James Watt was in some ways the OG garage hacker, straddling the scientific and pre-scientific eras. Prefiguring the theories of thermodynamics with magical thinking that was sound enough to enormously improve the steam engine. Connecting hermeticism with what I call neo-hermeticism.
The archetypal garage hacker today, like the notional fifteenth century hermetic sage I’m imagining, is neither a pure scientific experimenter, nor idle dabbler, but a tinkerer with a purpose. A figure driven by a telos that’s more transcendent than that of the pitch-deck entrepreneur who is more interested in exit valuations than in what’s happening on the workbench. Someone spending more time seeking signs of sacred geometry in how solder beads up on a circuit board than on the Kremlinology of the VC mind.

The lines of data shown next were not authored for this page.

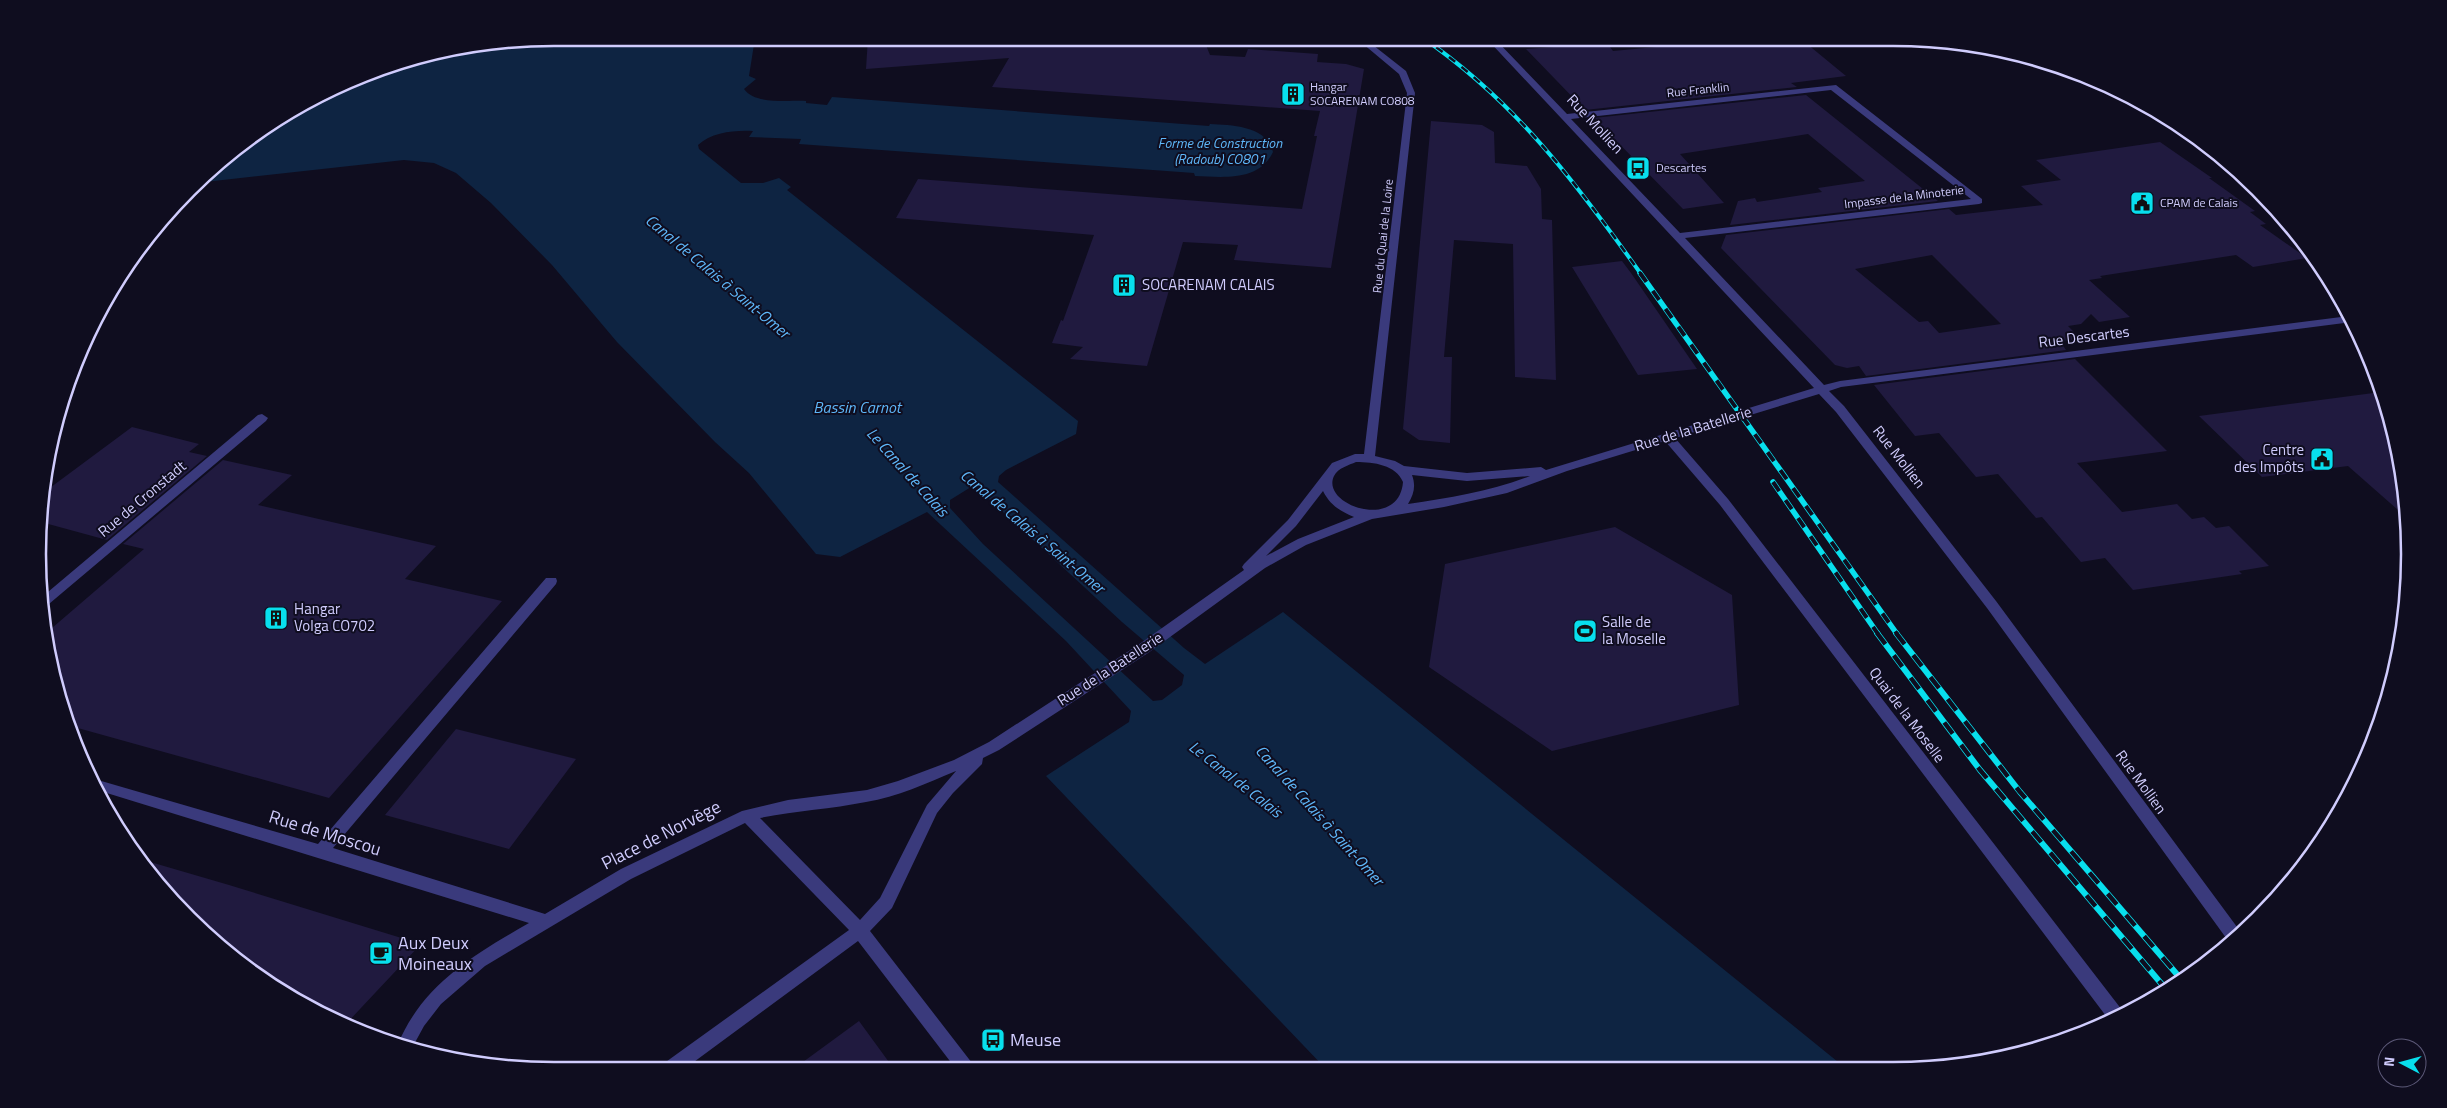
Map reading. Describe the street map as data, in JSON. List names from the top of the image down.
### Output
{
  "streets": {
    "street": [
      "Rue Franklin",
      "Rue Mollien",
      "Impasse de la Minoterie",
      "Rue du Quai de la Loire",
      "Rue Descartes",
      "Rue de la Batellerie",
      "Rue de Cronstadt",
      "Quai de la Moselle",
      "Rue de Moscou",
      "Place de Norvège"
    ]
  },
  "crossings": [
    ["Rue Franklin", "Rue Mollien"],
    ["Rue Franklin", "Impasse de la Minoterie"],
    ["Rue Mollien", "Impasse de la Minoterie"],
    ["Rue Mollien", "Rue Descartes"],
    ["Rue Mollien", "Rue de la Batellerie"],
    ["Rue du Quai de la Loire", "Rue de la Batellerie"],
    ["Rue Descartes", "Rue de la Batellerie"],
    ["Rue de la Batellerie", "Quai de la Moselle"],
    ["Rue de la Batellerie", "Place de Norvège"],
    ["Rue de Moscou", "Place de Norvège"]
  ],
  "water": [
    "Forme de Construction (Radoub) CO801",
    "Canal de Calais à Saint-Omer",
    "Bassin Carnot",
    "Le Canal de Calais"
  ],
  "places": {
    "building": ["Hangar SOCARENAM CO808", "SOCARENAM CALAIS", "Hangar Volga CO702"],
    "bus stop": ["Descartes", "Meuse"],
    "public building": ["CPAM de Calais", "Centre des Impôts"],
    "sports": ["Salle de la Moselle"],
    "cafe": ["Aux Deux Moineaux"]
  },
  "north": "left"
}
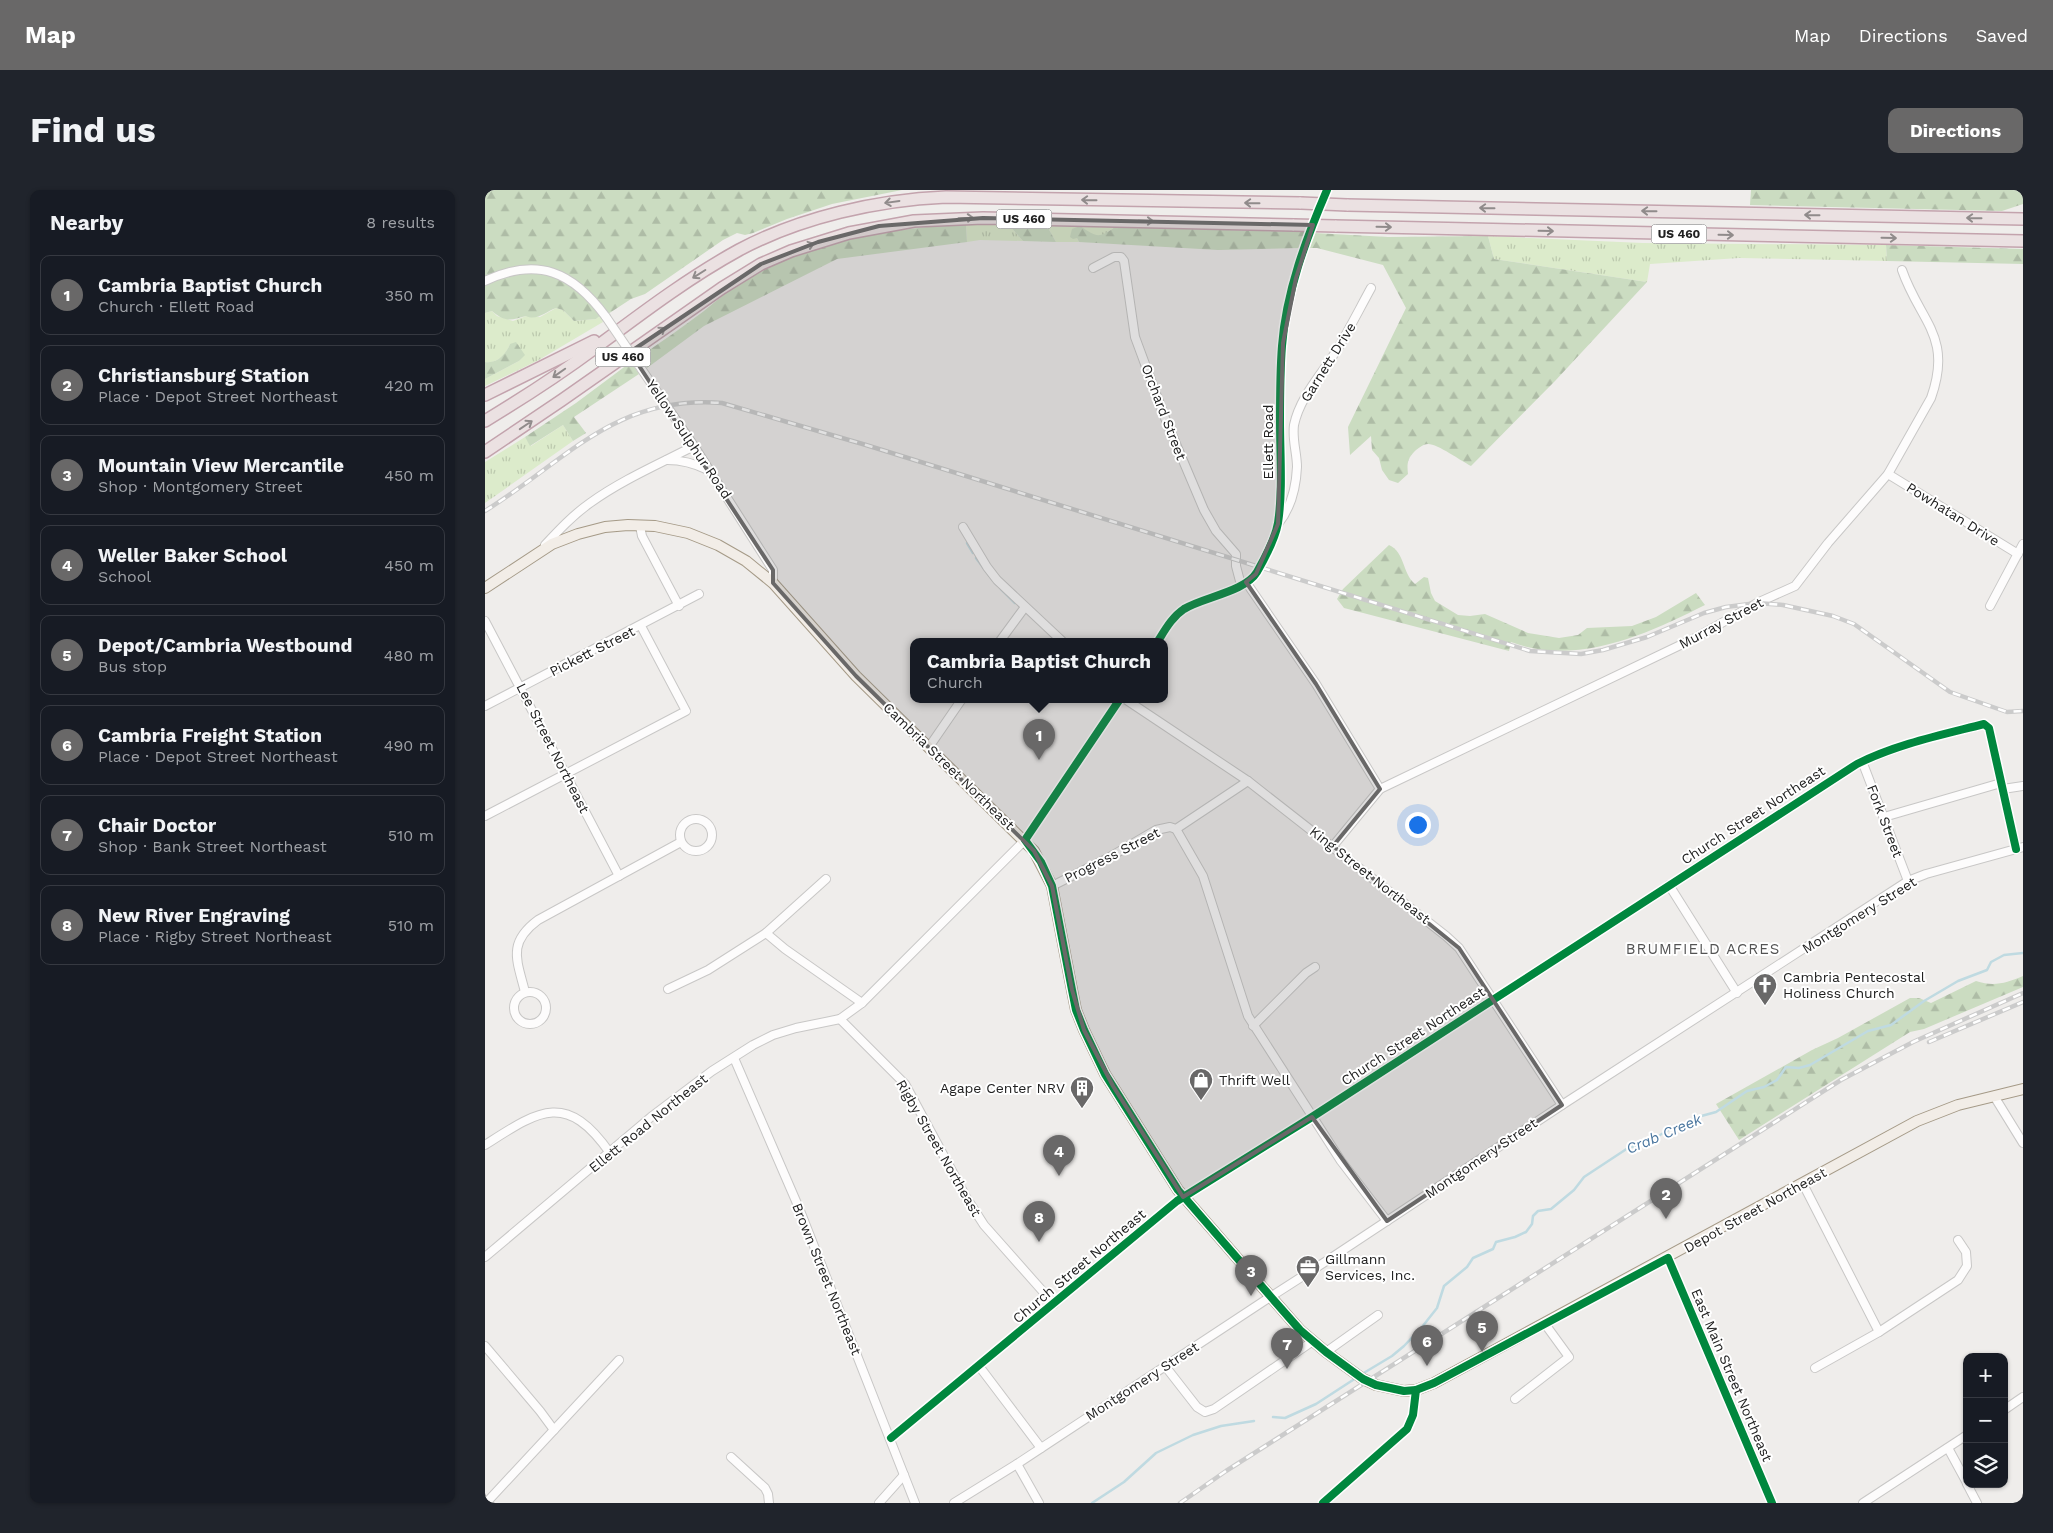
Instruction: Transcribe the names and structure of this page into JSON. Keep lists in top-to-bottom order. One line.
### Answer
{"streets":{"highway":["US 460"],"main road":["Cambria Street Northeast","Depot Street Northeast"],"street":["Garnett Drive","Orchard Street","Yellow Sulphur Road","Ellett Road","Powhatan Drive","Murray Street","Pickett Street","Lee Street Northeast","Church Street Northeast","Fork Street","Progress Street","King Street Northeast","Montgomery Street","Ellett Road Northeast","Rigby Street Northeast","Brown Street Northeast","East Main Street Northeast"]},"crossings":[["Garnett Drive","Ellett Road"],["Orchard Street","Ellett Road"],["Orchard Street","Murray Street"],["Yellow Sulphur Road","Cambria Street Northeast"],["Powhatan Drive","Murray Street"],["Murray Street","King Street Northeast"],["Pickett Street","Lee Street Northeast"],["Cambria Street Northeast","Church Street Northeast"],["Cambria Street Northeast","Progress Street"],["Cambria Street Northeast","Montgomery Street"],["Cambria Street Northeast","Ellett Road Northeast"],["Cambria Street Northeast","Depot Street Northeast"],["Church Street Northeast","Fork Street"],["Church Street Northeast","King Street Northeast"],["Church Street Northeast","Rigby Street Northeast"],["Church Street Northeast","Brown Street Northeast"],["Fork Street","Montgomery Street"],["Progress Street","King Street Northeast"],["King Street Northeast","Montgomery Street"],["Ellett Road Northeast","Rigby Street Northeast"],["Ellett Road Northeast","Brown Street Northeast"],["Depot Street Northeast","East Main Street Northeast"]],"districts":["BRUMFIELD ACRES"],"water":["Crab Creek"],"places":{"church":["Cambria Pentecostal Holiness Church"],"shop":["Thrift Well"],"building":["Agape Center NRV"],"office":["Gillmann Services, Inc."]},"page":{"header":"Map","nav":["Map","Directions","Saved"],"buttons":"Directions","title":"Find us","heading":["Nearby","8 results"],"list":[{"mark":"1","name":"Cambria Baptist Church","note":"Church · Ellett Road","value":"350 m"},{"mark":"2","name":"Christiansburg Station","note":"Place · Depot Street Northeast","value":"420 m"},{"mark":"3","name":"Mountain View Mercantile","note":"Shop · Montgomery Street","value":"450 m"},{"mark":"4","name":"Weller Baker School","note":"School","value":"450 m"},{"mark":"5","name":"Depot/Cambria Westbound","note":"Bus stop","value":"480 m"},{"mark":"6","name":"Cambria Freight Station","note":"Place · Depot Street Northeast","value":"490 m"},{"mark":"7","name":"Chair Doctor","note":"Shop · Bank Street Northeast","value":"510 m"},{"mark":"8","name":"New River Engraving","note":"Place · Rigby Street Northeast","value":"510 m"}],"popup":["Cambria Baptist Church","Church"],"pins":["1","4","2","8","3","5","6","7"],"map_buttons":["+","−"]}}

If you think about it, this explains why, whenever Silicon Valley experiences any kind of spiritual anxiety, it turns to reverence of the idealized garage hacker to cleanse its soul. The excesses and corruptions of SV, on both sides of the startup venture financing table, are typically blamed on the influx of soulless MBAs from the East Coast. The real ethos of entrepreneurship is to be found, so the theology goes, neither in the over-financialized business thinking of MBAs, nor in the over-mathematized textbook engineering knowledge taught in universities (mathematization is the engineering equivalent of financialization). It is to be found in the garage. In the thing knowledge littered around as tangles of cabling and piles of lab equipment.